20 Hier eindigen de gebeden van David, de zoon van Isaï.
David korts voor sijnen doot, bidt voor Salomo, ende voorseyt eenen seer gesegenden ende geluckigen staet sijns Coninckrijcks, als zijnde een voorbeelt des Coninckrijcks Christi , over welckes eeuwicheyt, uytbreydinge, heerlicheyt, ende genaden-rijcken staet hy sich ten uytersten door geloove verheugt, besluytende met eene hertelicke dancksegginge.
1 VOor Salomo. O Godt, geeft den Coninck uwe rechten; ende uwe gerechticheyt den sone des Conincx.
2 So sal hy u volck richten met gerechticheyt; ende uwe elendige met recht.
3 De bergen sullen den volcke vrede dragen; oock de heuvelen, met gerechticheyt.
4 Hy sal de elendige des volcks richten, hy sal de kinderen des nootdurftigen verlossen; ende den verdrucker verbrijselen.
5 Sy sullen u vreesen, soo lange de Sonne ende Mane sullen zijn, van geslachte tot geslachte.
6 Hy sal nederdalen als een regen op het na-gras; als de droppelen die de aerde bevochtigen.
7 In sijne dagen sal de rechtveerdige bloeyen, ende de veelheyt van vrede; tot dat de Mane niet meer en zy.
8 Ende hy sal heerschen van de zee tot aen de zee; ende van de Riviere tot aen de eynden der aerde.
9 D’ingesetene van dorre plaetsen sullen voor sijn aengesichte knielen: ende sijne vyanden sullen het stof lecken.
10 De Coningen van Tharsis ende de eylanden sullen geschencken aenbrengen: de Coningen van Scheba ende Seba sullen vereeringen toevoeren.
11 Ia alle Coningen sullen sich voor hem nederbuygen: alle heydenen sullen hem dienen.
12 Want hy sal den nootdurftigen redden, die daer roept: mitsgaders den elendigen, ende die geenen helper en heeft.
13 Hy sal den armen ende nootdurftigen verschoonen: ende de zielen der nootdurftigen verlossen.
14 Hy sal hare zielen van list ende gewelt bevrijden; ende haer bloet sal dierbaer zijn in sijne oogen.
15 Ende hy sal leven; ende men sal hem geven van ’t gout van Scheba; ende men sal geduerichlick voor hem bidden: den gantschen dach salmen hem segenen.
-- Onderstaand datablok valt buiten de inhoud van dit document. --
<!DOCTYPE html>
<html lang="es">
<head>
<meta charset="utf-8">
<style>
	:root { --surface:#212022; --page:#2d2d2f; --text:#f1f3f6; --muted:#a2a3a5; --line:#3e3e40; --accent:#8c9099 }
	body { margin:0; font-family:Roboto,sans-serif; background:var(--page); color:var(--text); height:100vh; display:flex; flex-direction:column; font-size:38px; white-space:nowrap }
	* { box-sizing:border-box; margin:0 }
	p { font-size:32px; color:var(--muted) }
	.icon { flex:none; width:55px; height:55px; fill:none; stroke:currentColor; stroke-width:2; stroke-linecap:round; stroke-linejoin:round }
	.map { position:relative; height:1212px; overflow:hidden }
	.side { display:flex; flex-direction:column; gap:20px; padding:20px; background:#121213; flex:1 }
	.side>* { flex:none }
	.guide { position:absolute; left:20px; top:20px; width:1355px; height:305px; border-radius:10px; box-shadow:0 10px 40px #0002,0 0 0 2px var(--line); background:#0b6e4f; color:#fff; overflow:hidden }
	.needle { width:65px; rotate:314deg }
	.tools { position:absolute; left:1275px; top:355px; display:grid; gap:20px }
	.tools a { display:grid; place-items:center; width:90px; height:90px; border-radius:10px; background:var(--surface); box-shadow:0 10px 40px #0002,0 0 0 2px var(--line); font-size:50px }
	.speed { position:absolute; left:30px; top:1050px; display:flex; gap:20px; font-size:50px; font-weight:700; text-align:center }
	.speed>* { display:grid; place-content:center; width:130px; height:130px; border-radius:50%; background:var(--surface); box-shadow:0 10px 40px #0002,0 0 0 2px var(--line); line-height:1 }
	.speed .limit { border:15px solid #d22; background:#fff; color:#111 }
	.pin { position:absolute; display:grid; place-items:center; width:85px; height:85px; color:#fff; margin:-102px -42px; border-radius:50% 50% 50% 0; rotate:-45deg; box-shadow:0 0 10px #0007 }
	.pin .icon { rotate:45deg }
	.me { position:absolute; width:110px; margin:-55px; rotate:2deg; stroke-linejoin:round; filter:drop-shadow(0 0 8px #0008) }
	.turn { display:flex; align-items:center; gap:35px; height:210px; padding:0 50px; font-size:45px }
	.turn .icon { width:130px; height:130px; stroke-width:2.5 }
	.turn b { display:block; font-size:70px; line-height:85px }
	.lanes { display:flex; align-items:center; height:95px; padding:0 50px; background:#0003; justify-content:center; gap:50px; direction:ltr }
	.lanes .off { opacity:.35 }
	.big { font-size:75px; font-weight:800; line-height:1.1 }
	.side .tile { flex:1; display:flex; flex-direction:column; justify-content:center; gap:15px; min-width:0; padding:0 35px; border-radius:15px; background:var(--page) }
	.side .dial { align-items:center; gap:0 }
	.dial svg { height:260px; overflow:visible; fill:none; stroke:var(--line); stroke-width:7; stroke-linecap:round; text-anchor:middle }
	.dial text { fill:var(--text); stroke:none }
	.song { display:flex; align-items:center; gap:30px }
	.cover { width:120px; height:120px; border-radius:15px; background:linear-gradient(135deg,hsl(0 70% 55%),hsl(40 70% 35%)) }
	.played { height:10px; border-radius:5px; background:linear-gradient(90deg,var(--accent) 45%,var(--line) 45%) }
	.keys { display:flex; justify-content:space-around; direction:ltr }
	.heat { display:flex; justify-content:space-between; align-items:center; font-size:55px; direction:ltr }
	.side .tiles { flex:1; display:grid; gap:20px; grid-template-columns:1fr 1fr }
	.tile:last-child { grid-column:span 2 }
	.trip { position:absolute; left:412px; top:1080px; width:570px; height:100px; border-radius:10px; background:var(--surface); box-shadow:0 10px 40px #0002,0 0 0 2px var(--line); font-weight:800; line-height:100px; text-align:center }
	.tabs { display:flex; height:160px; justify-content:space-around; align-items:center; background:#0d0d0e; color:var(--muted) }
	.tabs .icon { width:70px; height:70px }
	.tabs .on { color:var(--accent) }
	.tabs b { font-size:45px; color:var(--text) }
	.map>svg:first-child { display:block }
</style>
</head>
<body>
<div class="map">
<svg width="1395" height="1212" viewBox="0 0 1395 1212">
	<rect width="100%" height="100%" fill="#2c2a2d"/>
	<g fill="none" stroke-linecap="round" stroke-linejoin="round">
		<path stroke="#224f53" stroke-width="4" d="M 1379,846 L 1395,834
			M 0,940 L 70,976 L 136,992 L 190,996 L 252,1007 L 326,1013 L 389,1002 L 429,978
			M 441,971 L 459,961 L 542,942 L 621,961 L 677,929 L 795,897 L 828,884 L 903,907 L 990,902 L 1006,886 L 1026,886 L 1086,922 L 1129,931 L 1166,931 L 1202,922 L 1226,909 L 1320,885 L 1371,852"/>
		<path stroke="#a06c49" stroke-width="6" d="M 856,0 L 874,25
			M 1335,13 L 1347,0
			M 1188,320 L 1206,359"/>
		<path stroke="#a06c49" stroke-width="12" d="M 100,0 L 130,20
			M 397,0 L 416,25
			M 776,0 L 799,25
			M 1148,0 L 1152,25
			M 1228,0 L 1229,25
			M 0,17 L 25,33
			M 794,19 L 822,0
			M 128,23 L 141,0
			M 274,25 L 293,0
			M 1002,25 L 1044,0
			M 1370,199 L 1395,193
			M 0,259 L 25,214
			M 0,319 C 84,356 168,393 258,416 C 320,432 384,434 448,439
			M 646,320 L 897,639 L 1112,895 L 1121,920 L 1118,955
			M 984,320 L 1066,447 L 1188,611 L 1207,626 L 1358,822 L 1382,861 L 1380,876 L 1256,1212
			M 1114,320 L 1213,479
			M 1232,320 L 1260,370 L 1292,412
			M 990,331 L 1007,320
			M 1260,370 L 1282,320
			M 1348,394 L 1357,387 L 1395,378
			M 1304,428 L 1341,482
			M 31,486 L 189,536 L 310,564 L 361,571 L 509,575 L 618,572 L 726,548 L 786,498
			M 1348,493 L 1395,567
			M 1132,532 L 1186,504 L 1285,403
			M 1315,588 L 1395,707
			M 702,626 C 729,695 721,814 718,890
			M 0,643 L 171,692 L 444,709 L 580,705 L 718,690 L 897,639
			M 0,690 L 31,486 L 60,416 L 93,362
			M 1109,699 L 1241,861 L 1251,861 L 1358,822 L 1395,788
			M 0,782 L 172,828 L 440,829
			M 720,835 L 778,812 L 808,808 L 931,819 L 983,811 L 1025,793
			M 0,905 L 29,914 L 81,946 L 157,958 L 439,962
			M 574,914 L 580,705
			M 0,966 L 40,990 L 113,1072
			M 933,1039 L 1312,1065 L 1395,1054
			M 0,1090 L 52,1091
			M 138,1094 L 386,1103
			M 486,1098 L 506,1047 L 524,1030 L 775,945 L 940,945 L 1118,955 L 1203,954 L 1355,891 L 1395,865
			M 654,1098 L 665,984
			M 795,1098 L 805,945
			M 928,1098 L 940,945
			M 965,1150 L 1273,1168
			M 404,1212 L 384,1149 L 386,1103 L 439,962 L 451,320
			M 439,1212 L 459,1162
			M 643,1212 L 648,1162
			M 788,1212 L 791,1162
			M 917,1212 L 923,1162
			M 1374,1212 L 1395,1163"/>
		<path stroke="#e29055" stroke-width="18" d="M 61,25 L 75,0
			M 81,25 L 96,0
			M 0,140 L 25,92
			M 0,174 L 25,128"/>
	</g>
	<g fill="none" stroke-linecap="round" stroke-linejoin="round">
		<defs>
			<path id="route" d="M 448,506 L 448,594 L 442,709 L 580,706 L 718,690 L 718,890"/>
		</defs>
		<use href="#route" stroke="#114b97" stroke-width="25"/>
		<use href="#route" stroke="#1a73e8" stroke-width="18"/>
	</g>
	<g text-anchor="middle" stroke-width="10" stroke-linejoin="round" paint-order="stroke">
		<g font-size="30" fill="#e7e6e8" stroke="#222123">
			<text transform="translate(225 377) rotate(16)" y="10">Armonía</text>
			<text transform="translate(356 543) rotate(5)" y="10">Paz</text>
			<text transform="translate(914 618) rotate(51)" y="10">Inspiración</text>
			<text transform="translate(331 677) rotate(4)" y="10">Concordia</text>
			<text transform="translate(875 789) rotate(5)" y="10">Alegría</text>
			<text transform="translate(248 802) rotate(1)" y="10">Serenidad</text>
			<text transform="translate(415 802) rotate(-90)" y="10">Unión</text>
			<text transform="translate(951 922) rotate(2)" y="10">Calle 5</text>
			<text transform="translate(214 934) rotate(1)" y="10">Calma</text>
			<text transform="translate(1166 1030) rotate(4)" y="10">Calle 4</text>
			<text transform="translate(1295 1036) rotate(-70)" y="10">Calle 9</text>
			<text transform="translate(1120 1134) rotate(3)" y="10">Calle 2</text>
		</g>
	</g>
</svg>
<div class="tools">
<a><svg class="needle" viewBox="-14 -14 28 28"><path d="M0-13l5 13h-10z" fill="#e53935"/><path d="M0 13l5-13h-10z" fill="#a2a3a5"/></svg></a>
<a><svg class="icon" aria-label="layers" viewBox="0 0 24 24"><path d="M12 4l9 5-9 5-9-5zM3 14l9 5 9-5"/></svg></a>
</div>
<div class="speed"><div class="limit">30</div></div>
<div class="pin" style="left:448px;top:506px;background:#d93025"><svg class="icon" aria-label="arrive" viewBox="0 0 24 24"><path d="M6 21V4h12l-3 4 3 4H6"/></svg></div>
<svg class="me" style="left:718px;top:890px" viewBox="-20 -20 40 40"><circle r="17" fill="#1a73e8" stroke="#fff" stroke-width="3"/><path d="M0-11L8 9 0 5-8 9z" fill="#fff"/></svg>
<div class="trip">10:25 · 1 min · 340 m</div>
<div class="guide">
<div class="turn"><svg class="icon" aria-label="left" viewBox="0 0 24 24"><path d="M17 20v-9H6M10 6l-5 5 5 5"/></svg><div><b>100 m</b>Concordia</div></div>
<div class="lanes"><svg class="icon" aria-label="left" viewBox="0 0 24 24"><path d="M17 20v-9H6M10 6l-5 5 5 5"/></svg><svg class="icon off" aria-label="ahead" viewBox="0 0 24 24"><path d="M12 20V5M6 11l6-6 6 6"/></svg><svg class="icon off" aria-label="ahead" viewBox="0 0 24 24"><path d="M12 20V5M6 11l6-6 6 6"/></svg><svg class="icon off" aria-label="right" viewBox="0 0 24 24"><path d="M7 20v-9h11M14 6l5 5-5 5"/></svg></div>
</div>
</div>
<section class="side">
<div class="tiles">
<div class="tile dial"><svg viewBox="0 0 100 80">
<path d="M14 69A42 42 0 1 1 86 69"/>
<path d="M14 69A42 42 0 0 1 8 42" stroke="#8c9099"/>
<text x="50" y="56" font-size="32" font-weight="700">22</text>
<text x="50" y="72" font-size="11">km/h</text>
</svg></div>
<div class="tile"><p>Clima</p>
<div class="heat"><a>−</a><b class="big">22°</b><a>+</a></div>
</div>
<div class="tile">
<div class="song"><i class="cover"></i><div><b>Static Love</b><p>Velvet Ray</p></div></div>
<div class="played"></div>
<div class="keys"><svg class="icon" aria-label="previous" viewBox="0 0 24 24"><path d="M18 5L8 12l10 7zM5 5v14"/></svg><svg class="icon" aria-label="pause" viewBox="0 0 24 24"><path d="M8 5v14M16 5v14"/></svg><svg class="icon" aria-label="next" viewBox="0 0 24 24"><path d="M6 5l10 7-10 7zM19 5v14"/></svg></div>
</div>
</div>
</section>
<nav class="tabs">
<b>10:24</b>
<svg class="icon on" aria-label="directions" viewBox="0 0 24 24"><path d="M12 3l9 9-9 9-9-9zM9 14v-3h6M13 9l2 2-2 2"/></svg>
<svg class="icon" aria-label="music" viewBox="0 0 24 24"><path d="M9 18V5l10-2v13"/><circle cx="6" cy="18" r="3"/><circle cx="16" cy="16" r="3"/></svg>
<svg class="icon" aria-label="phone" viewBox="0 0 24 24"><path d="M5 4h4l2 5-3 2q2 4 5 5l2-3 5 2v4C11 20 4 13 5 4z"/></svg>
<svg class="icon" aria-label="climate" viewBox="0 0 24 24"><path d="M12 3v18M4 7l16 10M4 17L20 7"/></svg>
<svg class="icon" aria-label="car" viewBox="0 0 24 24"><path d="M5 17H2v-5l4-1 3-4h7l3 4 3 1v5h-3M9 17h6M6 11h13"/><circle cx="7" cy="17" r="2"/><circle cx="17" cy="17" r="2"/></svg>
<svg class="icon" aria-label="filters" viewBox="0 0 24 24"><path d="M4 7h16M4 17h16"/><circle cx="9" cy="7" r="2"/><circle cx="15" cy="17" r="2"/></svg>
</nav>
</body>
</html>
16 Isser een hant vol koorn in’t lant op de hoochte der bergen; de vrucht daer van sal ruysschen als de Libanon: ende die van de stadt sullen bloeyen als het kruyt der aerde.
17 Sijn Naem sal zijn tot in eeuwicheyt; soo lange alsser de Sonne is, sal sijn Naem van kint tot kint voortgeplant worden; ende sy sullen in hem gesegent worden: alle heydenen sullen hem welgelucksalich roemen.
18 Gelooft zy de HEERE Godt, de Godt Israëls; die alleen wonderen doet.
19 Ende gelooft zy de Naem sijner heerlickheyt tot in eeuwicheyt: ende de gantsche aerde worde met sijne heerlickheyt vervult: Amen, ja Amen.
20 De gebeden Davids, des soons Isai hebben een eynde.